How H'Mong ethnic people in northern Vietnam celebrate Lunar New Year

By Huynh Kien   January 20, 2019 | 06:33 pm PT
Invited to the far north for New Year by an ethnic family, I was served rat meat and pig blood soup.

The traditional Lunar New Year of the H'Mong in Ta So village, Moc Chau District, Son La Province, 320 km west of Hanoi, comes a month before that of the majority Kinh and Chinese peoples’.

It falls on the first day of the 12th lunar month, on January 6. Together with A Dua, a H'Mong resident of the village, I had my first ever taste of H'Mong Tet.

The writer with Hmong girls in Moc Chau. Photo courtesy of Huynh Kien.

The writer with Hmong girls in Moc Chau. Photo by Huynh Kien

Before Tet A Dua's family makes a variety of dishes and invites over family members and other guests for a meal. Everyone drinks alcohol and passes a pair of chicken feet around the table.

The H'Mong think the family’s business won’t be good if the chicken legs they are served are too splayed but good if they curl inward.

Though very busy at home during the festival, many young people in Ta So village find time to gather at a house to rehearse for their dance performances on the fourth day of the New Year at the village stadium.

The day before the New Year the village is abuzz with excitement. Every house turns on H'Mong music to welcome spring.

On New Year’s Day I accompany A Dua to his relatives' houses and wish them a happy new year. Each family makes a big meal with pork, chicken, rat meat, bread, raw vegetables, pig blood soup, and vegetable soup, and ply guests with leavened corn wine.

Hmong families gather for the Tet holiday. Photo courtesy of Huynh Kien

H'Mong families gather for the Lunar New Year holiday. Photo by Huynh Kien

The dishes that stand out are rat meat and pig blood soup. The mouse was caught in the mountain and served grilled. It is quite fragrant and delicious, and the meat is firm. The soup on the other hand scares me to the point where I don’t dare try it. But I get to see how much they enjoy it.

A small bowl of the soup is passed from one person to another. When it is somebody’s turn, they take their spoon and scoop a bit into their bowl and proceed to eat it with a cup yeast corn wine. After finishing their cup of wine, the guest shakes hands with the person who invited them to have the soup.

Rice cake is a special dish for the H'Mong people, and during Tet they serve it to guests.

The cake is grilled, making it crisp and fragrant. When the guests leave, each is given some cake to take home.

The H'Mong in Ta So village wear colorful traditional clothes during Tet. Young girls and children dress up, put on white silver jewelry and wander around the streets holding hands and play badminton and a traditional H'Mong ball-tossing game.

If the girls don’t go out, they stay at home and gather around a fire to sew old clothes or make new ones.

Because we go to each house in the village to wish people a happy new year, at 8 p.m. we are still deep inside.
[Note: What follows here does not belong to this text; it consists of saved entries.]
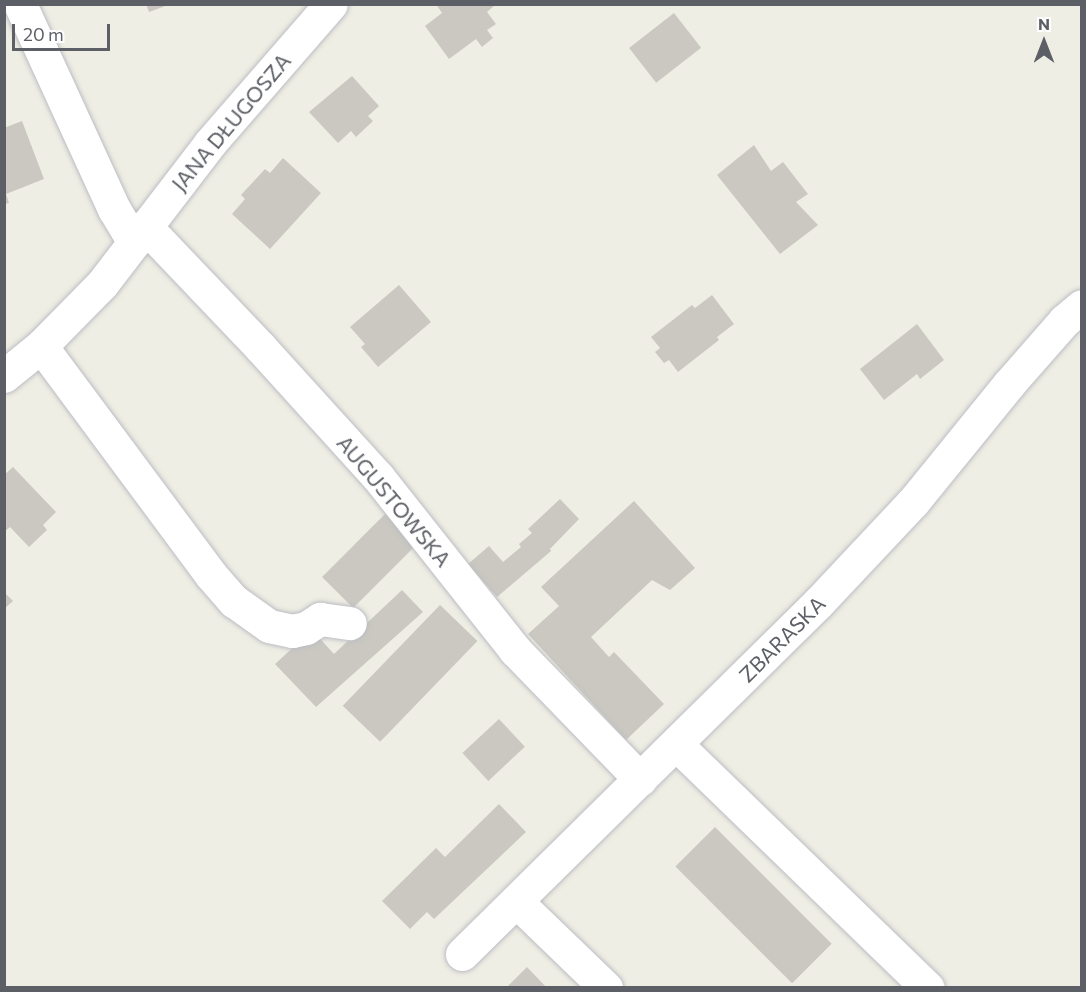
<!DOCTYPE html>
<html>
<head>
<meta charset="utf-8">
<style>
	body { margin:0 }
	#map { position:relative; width:1086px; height:992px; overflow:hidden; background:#efeee4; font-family:Commissioner,sans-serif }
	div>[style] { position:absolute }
	.building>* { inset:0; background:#cac8c1; transform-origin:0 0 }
	.roads { filter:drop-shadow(0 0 2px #bcbdc3) drop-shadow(0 0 2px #bcbdc3) }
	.minor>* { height:33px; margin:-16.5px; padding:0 16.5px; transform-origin:16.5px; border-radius:16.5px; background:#fff }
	span { translate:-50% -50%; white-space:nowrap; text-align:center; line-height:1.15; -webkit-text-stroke:6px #fff; paint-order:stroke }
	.street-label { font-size:21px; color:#5c5f65 }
	.frame { position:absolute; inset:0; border:6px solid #5c5f65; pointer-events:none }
	.north { position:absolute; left:1014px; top:12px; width:60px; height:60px; -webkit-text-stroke:4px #fff; paint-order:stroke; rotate:0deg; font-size:16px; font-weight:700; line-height:24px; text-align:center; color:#5c5f65 }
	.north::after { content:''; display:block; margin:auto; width:21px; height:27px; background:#5c5f65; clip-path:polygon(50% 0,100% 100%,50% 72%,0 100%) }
	.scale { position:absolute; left:12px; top:24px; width:98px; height:27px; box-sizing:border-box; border:3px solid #5c5f65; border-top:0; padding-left:8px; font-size:18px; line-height:21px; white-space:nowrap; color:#5c5f65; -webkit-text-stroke:4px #fff; paint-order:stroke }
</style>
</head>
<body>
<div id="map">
	<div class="building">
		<i style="clip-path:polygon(146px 4px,168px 4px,168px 5px,149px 12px)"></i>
		<i style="clip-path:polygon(436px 4px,496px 4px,487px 12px,496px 24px,487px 30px,493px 38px,482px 47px,476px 39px,449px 59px,425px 26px,442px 13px)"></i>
		<i style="left:674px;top:13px;width:44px;height:57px;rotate:52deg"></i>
		<i style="clip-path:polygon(352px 76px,379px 106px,368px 116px,373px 121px,356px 137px,351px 131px,338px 143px,309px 112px)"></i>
		<i style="clip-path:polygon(22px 121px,44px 179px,6px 194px,9px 203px,4px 204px,4px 128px)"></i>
		<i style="clip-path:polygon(754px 145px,771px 171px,783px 162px,808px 194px,796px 202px,818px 225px,780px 254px,717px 175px)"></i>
		<i style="clip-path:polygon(283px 158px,321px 193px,270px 249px,232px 214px,245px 199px,241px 195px,265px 169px,270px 173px)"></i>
		<i style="clip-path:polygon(399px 285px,431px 322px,378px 367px,361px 347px,365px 344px,350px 327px)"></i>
		<i style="clip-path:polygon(712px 295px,734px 324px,717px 337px,719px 340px,678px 372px,669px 360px,664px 363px,655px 352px,660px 348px,651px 337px,692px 305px,695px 308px)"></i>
		<i style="clip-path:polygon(917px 324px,944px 360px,920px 379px,917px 374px,884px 400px,860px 369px)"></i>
		<i style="clip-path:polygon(13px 467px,56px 512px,43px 525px,47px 530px,29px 547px,10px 527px,4px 532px,4px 475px)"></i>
		<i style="clip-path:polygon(560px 499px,579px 519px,550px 549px,551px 551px,497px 597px,468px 564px,489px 546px,503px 562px,521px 547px,519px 544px,532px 533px,528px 529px)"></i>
		<i style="clip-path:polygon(634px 501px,695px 568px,670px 590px,652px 580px,591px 637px,609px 657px,614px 652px,664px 704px,626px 740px,528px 634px,559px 606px,541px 587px)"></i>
		<i style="left:385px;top:514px;width:44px;height:89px;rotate:45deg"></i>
		<i style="clip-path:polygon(402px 590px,423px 612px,316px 707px,275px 664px,312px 630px,334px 654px)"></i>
		<i style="clip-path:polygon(4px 592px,13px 601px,4px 609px)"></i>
		<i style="left:440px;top:605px;width:52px;height:140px;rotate:44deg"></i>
		<i style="left:499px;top:719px;width:38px;height:50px;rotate:47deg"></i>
		<i style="clip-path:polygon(499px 804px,526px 832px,434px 919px,427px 912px,410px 929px,382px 901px,436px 848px,445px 857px)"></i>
		<i style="left:715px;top:827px;width:165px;height:56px;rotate:45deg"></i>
		<i style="clip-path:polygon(527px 967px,547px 988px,506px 988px)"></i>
	</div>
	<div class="roads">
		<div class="minor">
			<i style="left:20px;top:4px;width:226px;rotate:65.4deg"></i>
			<i style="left:114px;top:209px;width:39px;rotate:59deg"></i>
			<i style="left:145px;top:226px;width:168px;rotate:46.4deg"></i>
			<i style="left:261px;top:348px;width:174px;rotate:47.8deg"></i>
			<i style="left:378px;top:477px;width:221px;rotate:51.6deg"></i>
			<i style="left:515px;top:650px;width:180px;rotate:45.9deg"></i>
			<i style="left:41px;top:346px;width:285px;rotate:53.4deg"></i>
			<i style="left:211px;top:575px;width:35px;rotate:49deg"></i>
			<i style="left:234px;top:601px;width:43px;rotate:35.5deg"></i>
			<i style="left:269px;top:626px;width:24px;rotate:12deg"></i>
			<i style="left:292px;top:631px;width:14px;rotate:-12deg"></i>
			<i style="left:306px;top:628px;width:17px;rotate:-33deg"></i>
			<i style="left:320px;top:619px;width:30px;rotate:8deg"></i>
			<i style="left:4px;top:376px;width:48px;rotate:-39deg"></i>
			<i style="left:41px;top:346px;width:87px;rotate:-45.5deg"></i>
			<i style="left:102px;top:284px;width:178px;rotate:-52.5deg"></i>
			<i style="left:210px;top:143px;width:184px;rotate:-49deg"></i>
			<i style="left:677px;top:745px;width:349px;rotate:44.1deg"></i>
			<i style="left:517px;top:902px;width:124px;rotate:44deg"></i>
			<i style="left:462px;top:954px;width:501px;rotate:-44.6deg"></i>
			<i style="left:819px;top:602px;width:137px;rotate:-46.8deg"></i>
			<i style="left:913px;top:502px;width:151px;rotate:-50.9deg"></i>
			<i style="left:1008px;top:385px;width:85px;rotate:-48.8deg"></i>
			<i style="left:1064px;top:321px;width:23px;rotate:-40deg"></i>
		</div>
	</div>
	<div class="street-label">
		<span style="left:231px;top:122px;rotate:-50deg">JANA DŁUGOSZA</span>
		<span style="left:394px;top:501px;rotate:50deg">AUGUSTOWSKA</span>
		<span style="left:782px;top:639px;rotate:-45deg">ZBARASKA</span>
	</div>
	<div class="frame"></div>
	<div class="north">N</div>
	<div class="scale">20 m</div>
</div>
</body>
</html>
The deeper you go into the village, the muddier and more difficult the road gets.

The last house on the mountainside astonishes me: there is no electricity, only the dim light of dusk. The children in this house are already asleep, while the adults have had too much to drink and have gone to bed earlier than usual.

Ta So village. Photo courtesy of Huynh Kien

Ta So village. Photo courtesy of Huynh Kien

By the time I leave at almost 11 p.m, I see H'Mong women with lights at every road corner looking for their husbands. During Tet, men often drink excessively. A mist begins to shroud the place, and the freezing cold is in stark contrast to the warm day filled with Tet festivities.

Though life is difficult here, the people of Ta So village are very friendly. When people come to wish them for Tet, they welcome them with open arms.

The warm handshakes of the adults and the affectionate, carefree smile of the kids warm my heart.

What an incredible Tet it had been!

*Huynh Kien, 27, is from the central province of Quang Ngai and lives in Saigon. She quit her job to travel around Vietnam and writes books. When she arrived in Moc Chau, it was the H'Mong Tet, and so she accepted people’s invitation to stay for a month instead of five days as she had originally planned.